_Requirement_
Search the listing for the word "direction" and return each line that contains it.

_Material for this exercise_
■ ■ ■
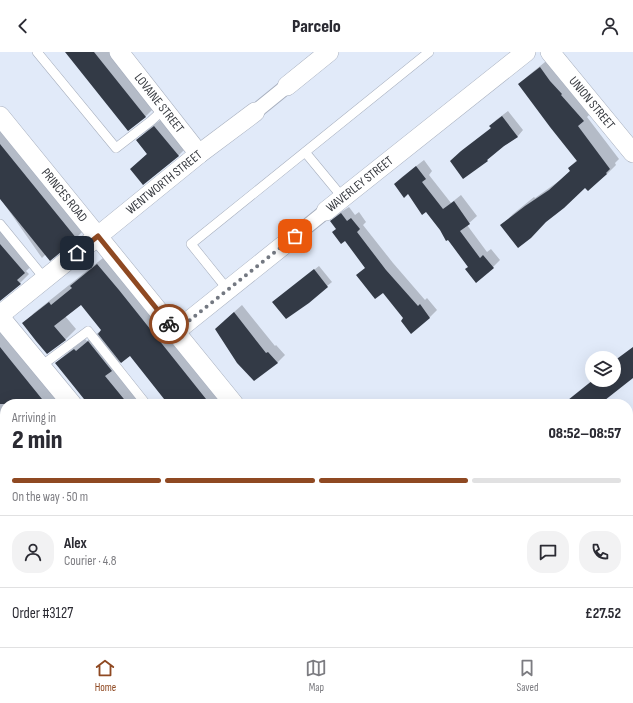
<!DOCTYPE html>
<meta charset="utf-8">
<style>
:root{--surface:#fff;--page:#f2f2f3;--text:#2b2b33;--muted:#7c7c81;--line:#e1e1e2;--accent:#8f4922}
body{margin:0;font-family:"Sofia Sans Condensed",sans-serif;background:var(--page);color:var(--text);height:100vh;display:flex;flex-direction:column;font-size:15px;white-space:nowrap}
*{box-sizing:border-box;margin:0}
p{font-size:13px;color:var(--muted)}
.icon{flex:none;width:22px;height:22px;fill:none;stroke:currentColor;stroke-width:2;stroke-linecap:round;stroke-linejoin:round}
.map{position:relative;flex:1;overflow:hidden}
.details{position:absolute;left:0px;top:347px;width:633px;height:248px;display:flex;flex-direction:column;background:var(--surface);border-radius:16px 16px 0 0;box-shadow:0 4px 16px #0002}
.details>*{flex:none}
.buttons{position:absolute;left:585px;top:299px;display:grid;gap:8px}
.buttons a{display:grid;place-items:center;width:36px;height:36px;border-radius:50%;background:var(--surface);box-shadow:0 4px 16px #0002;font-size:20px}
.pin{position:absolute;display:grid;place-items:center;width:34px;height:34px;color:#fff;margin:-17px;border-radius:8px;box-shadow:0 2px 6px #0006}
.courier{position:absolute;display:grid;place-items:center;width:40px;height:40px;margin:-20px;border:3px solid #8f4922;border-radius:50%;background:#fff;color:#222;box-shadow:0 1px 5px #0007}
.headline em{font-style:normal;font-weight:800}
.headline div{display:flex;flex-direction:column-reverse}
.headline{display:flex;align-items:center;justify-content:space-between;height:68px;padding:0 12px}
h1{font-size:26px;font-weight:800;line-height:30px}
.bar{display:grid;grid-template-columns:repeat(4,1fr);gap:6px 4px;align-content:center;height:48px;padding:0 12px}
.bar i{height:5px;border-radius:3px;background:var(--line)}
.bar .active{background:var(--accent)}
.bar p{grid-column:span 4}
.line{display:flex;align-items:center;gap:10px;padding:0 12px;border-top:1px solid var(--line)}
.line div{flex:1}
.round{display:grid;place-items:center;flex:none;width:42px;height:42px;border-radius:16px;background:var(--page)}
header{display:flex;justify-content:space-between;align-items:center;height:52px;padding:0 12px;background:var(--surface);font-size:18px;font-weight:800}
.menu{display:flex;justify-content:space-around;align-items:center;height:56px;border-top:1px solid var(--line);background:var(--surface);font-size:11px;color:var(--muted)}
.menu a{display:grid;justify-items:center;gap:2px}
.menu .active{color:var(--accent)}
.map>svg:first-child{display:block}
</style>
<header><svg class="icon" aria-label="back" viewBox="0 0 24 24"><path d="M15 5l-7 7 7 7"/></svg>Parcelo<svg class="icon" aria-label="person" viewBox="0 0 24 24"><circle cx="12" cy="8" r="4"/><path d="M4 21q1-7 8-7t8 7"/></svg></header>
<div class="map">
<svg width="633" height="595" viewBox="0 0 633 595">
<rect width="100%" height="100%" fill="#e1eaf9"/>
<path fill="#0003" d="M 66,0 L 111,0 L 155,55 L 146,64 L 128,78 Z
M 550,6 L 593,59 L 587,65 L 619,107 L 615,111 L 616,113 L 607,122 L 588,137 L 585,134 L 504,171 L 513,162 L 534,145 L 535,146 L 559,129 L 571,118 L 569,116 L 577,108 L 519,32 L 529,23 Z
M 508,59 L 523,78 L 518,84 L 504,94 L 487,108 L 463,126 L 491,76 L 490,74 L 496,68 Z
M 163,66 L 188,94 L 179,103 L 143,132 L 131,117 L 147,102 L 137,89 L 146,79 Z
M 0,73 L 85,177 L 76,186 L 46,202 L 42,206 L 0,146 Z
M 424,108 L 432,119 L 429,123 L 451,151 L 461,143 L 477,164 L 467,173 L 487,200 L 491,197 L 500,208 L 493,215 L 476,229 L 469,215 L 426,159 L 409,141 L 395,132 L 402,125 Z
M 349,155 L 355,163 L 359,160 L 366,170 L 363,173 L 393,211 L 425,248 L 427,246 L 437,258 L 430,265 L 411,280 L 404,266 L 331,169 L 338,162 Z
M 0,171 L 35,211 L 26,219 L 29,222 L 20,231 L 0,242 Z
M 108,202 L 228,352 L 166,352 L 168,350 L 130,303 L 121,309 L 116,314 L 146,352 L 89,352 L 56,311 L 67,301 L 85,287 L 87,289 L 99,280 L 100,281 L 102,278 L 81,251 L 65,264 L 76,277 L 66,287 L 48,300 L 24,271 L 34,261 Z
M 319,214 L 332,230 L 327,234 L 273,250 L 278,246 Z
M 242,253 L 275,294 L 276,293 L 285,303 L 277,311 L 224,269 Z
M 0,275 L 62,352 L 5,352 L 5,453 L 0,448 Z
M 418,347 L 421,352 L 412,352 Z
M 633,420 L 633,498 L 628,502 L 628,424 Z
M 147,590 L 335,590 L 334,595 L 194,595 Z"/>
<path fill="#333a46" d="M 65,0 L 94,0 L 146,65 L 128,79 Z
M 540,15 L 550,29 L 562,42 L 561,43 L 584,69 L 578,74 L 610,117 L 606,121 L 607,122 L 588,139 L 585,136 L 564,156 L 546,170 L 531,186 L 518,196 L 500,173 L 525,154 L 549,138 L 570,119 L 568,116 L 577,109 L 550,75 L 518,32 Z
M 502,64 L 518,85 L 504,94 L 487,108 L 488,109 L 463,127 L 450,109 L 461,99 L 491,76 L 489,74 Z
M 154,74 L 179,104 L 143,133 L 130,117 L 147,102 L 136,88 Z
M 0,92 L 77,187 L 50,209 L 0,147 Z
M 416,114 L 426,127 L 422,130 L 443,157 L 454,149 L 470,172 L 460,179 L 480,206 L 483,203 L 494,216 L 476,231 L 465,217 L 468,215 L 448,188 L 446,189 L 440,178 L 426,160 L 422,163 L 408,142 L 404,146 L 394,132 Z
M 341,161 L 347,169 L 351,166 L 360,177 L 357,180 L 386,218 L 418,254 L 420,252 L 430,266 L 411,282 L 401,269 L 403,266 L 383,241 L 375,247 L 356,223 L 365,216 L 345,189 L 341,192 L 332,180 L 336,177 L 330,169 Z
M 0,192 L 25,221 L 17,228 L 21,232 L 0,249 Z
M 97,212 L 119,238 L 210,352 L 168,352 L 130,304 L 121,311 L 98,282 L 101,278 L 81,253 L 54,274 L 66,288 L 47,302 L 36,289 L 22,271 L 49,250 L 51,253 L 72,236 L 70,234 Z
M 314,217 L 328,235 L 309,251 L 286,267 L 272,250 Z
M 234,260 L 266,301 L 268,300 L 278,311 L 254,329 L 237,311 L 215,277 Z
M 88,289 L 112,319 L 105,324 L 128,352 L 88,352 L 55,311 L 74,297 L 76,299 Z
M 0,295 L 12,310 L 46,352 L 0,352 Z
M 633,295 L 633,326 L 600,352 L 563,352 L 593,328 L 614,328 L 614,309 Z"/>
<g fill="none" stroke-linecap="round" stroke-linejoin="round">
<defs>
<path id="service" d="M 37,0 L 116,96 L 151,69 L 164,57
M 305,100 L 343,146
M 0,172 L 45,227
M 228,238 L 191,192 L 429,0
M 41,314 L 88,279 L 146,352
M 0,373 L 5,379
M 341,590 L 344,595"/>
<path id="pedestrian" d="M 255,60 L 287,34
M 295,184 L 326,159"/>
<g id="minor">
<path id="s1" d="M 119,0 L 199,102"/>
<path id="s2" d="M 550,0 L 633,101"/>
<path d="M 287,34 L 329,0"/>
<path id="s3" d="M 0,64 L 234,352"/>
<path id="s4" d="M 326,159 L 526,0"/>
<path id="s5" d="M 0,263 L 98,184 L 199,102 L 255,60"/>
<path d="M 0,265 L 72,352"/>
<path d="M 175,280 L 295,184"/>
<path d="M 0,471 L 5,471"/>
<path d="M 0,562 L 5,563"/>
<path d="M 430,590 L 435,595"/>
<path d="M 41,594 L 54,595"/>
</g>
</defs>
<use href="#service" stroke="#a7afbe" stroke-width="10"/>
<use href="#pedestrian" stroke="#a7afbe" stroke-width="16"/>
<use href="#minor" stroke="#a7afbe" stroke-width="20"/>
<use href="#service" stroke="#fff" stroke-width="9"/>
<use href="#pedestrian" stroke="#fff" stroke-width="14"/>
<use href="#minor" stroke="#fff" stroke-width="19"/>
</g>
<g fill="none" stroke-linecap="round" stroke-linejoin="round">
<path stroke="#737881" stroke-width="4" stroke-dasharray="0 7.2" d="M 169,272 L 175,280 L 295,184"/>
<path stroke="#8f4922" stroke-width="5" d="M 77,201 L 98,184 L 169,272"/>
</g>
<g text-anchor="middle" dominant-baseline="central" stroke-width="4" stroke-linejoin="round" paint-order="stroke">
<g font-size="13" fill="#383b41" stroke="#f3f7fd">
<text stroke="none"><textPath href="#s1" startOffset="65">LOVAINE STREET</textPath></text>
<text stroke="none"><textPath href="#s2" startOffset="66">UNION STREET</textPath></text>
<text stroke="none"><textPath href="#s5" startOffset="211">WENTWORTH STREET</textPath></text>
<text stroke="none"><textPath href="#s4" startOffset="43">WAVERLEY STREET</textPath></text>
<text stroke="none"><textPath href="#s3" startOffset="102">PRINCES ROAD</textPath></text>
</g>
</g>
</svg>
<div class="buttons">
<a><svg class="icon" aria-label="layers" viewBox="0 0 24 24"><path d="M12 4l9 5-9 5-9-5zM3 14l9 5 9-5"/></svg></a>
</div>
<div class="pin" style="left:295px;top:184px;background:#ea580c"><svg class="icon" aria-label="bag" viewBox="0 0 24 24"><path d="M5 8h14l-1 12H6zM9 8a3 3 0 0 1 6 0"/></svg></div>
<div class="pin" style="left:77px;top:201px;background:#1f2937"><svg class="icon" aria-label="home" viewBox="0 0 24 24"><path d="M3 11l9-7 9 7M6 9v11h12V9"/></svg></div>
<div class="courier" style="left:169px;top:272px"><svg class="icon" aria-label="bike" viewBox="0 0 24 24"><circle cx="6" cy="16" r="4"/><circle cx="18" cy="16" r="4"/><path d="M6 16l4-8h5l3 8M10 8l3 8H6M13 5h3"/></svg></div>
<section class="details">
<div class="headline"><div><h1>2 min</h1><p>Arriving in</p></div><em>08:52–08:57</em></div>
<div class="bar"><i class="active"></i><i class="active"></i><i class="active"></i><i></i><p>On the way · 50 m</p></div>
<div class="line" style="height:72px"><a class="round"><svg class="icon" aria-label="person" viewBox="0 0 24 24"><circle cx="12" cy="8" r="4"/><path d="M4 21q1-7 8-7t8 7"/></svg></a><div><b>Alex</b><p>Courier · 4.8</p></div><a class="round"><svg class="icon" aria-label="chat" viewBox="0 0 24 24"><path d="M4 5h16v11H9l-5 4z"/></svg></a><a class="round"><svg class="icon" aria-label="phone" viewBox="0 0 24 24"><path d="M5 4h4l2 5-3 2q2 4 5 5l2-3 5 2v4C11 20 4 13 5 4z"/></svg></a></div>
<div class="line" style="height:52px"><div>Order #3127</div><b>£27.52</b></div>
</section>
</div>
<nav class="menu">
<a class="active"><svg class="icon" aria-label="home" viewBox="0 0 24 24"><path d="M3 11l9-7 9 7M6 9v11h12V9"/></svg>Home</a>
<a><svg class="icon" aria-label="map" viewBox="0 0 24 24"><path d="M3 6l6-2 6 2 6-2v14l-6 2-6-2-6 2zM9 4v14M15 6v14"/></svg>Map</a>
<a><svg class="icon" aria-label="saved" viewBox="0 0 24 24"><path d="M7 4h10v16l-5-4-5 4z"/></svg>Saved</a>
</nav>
■ ■ ■
_Response box_
body{margin:0;font-family:"Sofia Sans Condensed",sans-serif;background:var(--page);color:var(--text);height:100vh;display:flex;flex-direction:column;font-size:15px;white-space:nowrap}
.details{position:absolute;left:0px;top:347px;width:633px;height:248px;display:flex;flex-direction:column;background:var(--surface);border-radius:16px 16px 0 0;box-shadow:0 4px 16px #0002}
.headline div{display:flex;flex-direction:column-reverse}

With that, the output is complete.